Я встал. Посмотрел на Билла и рассмеялся. "У тебя такой вид, будто твой лучший друг собирается выйти в маленькую зеленую дверь, из которой никто не возвращается. Ничего подобного, Билл; Я хочу навестить очаровательную женщину и ее, может быть, слегка свихнувшегося, но, тем не менее, гениального отца. Меня ждет очень интересное время. А если папа слишком уж спятит, меня выручит Мак-Кенн. Если ты мне понадобишься, я с тобой свяжусь. Существуют почта и телефон. Идемте, Мак-Кенн".
Мы вчетвером спустились в холл.
Я сказал: "Билл, ничего не говори Элен, пока я с тобой не свяжусь".
И в этот момент открылась дверь и вошла Элен.
Глаза ее широко раскрылись, она выглядела расстроенной и сказала: "Здравствуй, дорогой. Почему мне не сказали, что ты сегодня придешь? Я бы не уходила".
Она обняла меня за шею и поцеловала. Губы у нее мягкие и теплые, всю ее окружает аромат, не морского цветка, а цветка, растущего на земле.
- Я сам не знал о том, что приду.
- Ну, а сейчас иди. Нам нужно о многом поговорить.
Я хотел побыть с Элен, но именно сегодня мне нельзя было с ней говорить. Я бросил невольный взгляд о помощи на Мак-Кенна.
Мак-Кенн понял. Он сказал: "Простите, мисс Элен, но мы должны немедленно уходить".
Элен взглянула на него. "Здравствуйте, Мак-Кенн. Я вас не заметила. А что вы собираетесь делать с этим моим человеком?"
- Все, что прикажете, мисс Элен. - Мак-Кенн улыбался, но мне показалось, что он говорит чистую правду: что бы ни приказала ему Элен, он все бы выполнил.
Билл сказал: "Алан должен идти, Элен".
Она сняла шляпу и пригладила волосы. Спокойно спросила: "Дело де Кераделей, Алан?"
Я кивнул, и она слегка побледнела. Я сказал: "Ничего особо важного, но, честно, я не могу остаться. Увидимся завтра, Элен. Давай встретимся у Мартенса за ленчем. Потом побродим, поужинаем и отправимся на какое-нибудь шоу. Я уже три года не был в театре".

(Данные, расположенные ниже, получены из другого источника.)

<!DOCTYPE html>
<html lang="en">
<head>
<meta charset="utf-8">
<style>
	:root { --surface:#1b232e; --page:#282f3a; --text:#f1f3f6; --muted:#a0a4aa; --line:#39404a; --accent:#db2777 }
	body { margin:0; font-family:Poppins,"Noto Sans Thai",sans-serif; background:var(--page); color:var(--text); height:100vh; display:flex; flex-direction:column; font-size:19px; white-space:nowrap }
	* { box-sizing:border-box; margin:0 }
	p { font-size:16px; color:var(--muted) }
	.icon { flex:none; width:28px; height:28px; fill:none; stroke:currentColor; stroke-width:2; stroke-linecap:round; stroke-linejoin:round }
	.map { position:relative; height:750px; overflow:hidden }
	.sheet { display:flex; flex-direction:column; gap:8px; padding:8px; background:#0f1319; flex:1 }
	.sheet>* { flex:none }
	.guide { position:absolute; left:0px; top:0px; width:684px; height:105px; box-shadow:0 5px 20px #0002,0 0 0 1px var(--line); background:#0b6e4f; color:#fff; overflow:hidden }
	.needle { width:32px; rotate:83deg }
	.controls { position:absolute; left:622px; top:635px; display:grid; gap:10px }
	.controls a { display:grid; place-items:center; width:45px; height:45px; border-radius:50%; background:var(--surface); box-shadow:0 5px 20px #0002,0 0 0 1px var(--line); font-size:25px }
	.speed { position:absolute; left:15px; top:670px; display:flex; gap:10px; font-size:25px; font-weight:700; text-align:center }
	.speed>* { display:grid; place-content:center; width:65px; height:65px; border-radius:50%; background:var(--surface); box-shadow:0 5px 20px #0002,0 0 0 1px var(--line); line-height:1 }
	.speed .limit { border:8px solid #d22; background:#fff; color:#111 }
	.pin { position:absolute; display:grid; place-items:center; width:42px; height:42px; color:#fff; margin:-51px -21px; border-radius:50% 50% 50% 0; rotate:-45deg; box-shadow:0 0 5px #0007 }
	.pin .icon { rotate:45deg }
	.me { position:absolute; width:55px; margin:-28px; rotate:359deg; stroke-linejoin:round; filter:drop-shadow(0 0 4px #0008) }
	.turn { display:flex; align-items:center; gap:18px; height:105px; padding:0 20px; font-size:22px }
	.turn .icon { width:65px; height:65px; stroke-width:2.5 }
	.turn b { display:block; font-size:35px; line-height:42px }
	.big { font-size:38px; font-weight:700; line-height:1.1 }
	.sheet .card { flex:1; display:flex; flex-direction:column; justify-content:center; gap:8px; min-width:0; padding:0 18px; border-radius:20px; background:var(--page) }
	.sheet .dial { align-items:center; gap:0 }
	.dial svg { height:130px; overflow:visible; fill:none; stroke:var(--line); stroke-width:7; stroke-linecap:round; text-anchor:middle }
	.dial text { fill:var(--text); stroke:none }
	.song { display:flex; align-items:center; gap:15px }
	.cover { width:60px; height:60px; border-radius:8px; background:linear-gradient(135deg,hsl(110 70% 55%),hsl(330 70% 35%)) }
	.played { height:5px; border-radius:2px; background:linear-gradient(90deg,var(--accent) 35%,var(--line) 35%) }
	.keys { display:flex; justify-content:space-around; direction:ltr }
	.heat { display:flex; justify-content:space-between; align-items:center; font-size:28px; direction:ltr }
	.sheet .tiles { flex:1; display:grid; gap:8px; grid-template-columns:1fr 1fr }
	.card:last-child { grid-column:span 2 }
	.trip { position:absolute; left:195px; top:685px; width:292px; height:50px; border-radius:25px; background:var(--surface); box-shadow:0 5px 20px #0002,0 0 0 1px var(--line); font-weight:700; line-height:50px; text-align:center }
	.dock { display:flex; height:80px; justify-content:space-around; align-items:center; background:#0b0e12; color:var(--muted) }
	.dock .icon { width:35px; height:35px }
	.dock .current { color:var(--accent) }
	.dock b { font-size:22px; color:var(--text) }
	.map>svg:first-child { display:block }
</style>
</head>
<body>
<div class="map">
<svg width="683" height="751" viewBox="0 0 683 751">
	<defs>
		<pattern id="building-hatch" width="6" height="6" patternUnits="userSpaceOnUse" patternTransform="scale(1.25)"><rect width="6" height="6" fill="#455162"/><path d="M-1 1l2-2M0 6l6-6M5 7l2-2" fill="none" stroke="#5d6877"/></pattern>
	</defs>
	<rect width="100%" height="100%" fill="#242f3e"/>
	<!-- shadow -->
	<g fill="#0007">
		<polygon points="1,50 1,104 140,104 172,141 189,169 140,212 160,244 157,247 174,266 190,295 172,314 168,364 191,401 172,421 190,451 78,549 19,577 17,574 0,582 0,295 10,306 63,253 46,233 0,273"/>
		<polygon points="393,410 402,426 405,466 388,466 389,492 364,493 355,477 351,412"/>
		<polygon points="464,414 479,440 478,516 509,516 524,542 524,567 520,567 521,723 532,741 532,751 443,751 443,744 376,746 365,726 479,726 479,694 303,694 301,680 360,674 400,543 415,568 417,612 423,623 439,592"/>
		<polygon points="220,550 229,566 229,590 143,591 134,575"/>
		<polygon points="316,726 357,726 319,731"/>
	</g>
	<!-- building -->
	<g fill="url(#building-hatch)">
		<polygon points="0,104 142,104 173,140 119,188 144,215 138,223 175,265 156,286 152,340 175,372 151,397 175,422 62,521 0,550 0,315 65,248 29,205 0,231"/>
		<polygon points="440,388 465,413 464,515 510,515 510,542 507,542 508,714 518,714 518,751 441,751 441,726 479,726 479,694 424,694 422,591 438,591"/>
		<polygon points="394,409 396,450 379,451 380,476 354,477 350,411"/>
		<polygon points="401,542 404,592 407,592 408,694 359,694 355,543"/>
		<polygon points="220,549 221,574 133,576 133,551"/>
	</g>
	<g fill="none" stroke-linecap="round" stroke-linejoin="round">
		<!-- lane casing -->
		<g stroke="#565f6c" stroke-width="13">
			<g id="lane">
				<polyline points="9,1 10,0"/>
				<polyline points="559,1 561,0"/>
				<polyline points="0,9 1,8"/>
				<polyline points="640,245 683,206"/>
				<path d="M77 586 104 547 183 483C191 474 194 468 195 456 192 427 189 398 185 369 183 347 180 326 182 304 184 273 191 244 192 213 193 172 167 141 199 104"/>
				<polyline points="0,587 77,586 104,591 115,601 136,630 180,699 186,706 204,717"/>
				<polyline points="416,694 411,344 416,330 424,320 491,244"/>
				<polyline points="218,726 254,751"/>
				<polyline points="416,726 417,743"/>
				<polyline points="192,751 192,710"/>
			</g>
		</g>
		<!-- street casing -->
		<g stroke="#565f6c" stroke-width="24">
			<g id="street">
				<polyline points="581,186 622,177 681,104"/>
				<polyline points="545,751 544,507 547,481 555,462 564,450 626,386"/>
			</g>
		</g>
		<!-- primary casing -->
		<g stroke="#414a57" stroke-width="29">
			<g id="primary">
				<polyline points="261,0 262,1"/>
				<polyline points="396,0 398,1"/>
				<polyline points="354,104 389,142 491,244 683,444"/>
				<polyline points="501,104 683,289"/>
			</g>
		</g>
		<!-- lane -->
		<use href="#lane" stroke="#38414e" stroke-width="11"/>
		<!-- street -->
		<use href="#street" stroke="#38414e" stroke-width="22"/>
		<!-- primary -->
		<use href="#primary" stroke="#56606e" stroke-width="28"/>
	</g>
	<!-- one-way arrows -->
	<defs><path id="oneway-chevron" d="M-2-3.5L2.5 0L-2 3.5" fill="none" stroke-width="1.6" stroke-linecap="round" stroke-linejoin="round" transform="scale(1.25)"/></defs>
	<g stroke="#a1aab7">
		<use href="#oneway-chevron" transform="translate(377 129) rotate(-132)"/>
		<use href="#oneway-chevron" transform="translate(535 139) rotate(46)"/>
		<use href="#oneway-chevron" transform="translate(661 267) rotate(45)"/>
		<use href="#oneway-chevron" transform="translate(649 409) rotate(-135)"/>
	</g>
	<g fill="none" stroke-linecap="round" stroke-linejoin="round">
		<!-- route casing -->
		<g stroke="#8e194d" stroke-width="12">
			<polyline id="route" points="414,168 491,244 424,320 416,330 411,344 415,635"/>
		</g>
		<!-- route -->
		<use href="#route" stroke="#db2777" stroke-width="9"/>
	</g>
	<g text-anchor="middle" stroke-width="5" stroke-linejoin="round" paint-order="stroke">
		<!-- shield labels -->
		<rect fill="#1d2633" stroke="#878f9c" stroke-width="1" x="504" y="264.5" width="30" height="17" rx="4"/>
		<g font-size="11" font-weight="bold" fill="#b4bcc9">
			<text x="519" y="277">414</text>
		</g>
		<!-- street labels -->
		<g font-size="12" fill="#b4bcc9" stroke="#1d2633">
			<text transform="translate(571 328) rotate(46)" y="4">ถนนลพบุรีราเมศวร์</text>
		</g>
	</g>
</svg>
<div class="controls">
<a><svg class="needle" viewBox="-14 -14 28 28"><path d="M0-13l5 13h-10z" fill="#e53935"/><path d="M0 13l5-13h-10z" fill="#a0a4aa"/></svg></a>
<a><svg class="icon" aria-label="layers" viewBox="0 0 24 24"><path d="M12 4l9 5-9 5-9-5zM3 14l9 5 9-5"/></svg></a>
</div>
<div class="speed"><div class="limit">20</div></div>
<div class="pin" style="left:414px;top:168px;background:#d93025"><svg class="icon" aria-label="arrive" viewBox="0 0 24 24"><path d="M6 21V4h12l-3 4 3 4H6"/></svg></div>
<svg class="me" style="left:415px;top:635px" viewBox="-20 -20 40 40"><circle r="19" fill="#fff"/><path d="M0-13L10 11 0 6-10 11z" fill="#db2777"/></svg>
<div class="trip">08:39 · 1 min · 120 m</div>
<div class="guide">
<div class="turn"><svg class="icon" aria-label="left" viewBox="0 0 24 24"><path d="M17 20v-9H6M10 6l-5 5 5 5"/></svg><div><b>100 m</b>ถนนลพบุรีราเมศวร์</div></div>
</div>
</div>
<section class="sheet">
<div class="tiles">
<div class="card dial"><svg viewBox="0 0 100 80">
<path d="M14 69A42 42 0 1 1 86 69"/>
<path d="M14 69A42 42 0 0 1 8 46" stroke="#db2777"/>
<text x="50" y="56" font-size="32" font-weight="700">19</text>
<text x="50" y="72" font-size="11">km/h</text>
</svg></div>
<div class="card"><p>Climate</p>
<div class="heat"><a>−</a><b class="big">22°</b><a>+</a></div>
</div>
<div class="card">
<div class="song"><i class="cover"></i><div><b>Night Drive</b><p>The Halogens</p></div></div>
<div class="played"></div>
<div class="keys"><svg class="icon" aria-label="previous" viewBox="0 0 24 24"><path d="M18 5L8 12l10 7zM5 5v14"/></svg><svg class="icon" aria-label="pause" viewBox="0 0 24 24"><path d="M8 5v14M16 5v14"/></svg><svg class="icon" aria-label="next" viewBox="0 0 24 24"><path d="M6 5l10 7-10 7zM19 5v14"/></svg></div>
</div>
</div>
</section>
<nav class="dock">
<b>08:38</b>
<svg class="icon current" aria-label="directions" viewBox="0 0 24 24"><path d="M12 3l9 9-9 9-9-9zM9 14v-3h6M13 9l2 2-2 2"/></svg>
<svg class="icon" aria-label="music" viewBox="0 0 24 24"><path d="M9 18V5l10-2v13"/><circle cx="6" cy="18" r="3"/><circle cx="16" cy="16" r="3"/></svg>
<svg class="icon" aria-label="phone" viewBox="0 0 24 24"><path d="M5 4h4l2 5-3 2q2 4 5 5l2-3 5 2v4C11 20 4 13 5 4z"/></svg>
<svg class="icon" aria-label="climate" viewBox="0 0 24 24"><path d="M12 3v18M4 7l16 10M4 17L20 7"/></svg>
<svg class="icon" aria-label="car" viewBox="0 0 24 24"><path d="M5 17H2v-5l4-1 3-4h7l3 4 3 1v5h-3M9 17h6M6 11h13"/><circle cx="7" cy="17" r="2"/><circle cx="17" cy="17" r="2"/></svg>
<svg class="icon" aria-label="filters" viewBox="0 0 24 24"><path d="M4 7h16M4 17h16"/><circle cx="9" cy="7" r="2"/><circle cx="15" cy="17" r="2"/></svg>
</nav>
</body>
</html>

Она одну-две минуты смотрела на меня, потом положила руки мне на плечи.
- Хорошо, Алан. Встретимся в два. Но приходи.
* * *
По дороге я поклялся себе, что бы ни случилось: ад или наводнение, - я приду обязательно. И если Биллу придется несколько часов поразвлекать тень Дахут, что ж, он выдержит. В клубе мы с Мак-Кенном выпили, и я рассказал ему кое-что еще. Я сказал, что и де Керадель, и его дочь спятили, и меня приглашают потому, что мадемуазель кажется, что несколько тысяч лет назад мы были любовниками. Он молча слушал.
Когда я кончил, он сказал: "Эти тени, док. Вы думаете, они реальны?"
Я ответил: "Не знаю, как они могут быть реальны. Но те, кто их видит, так считают".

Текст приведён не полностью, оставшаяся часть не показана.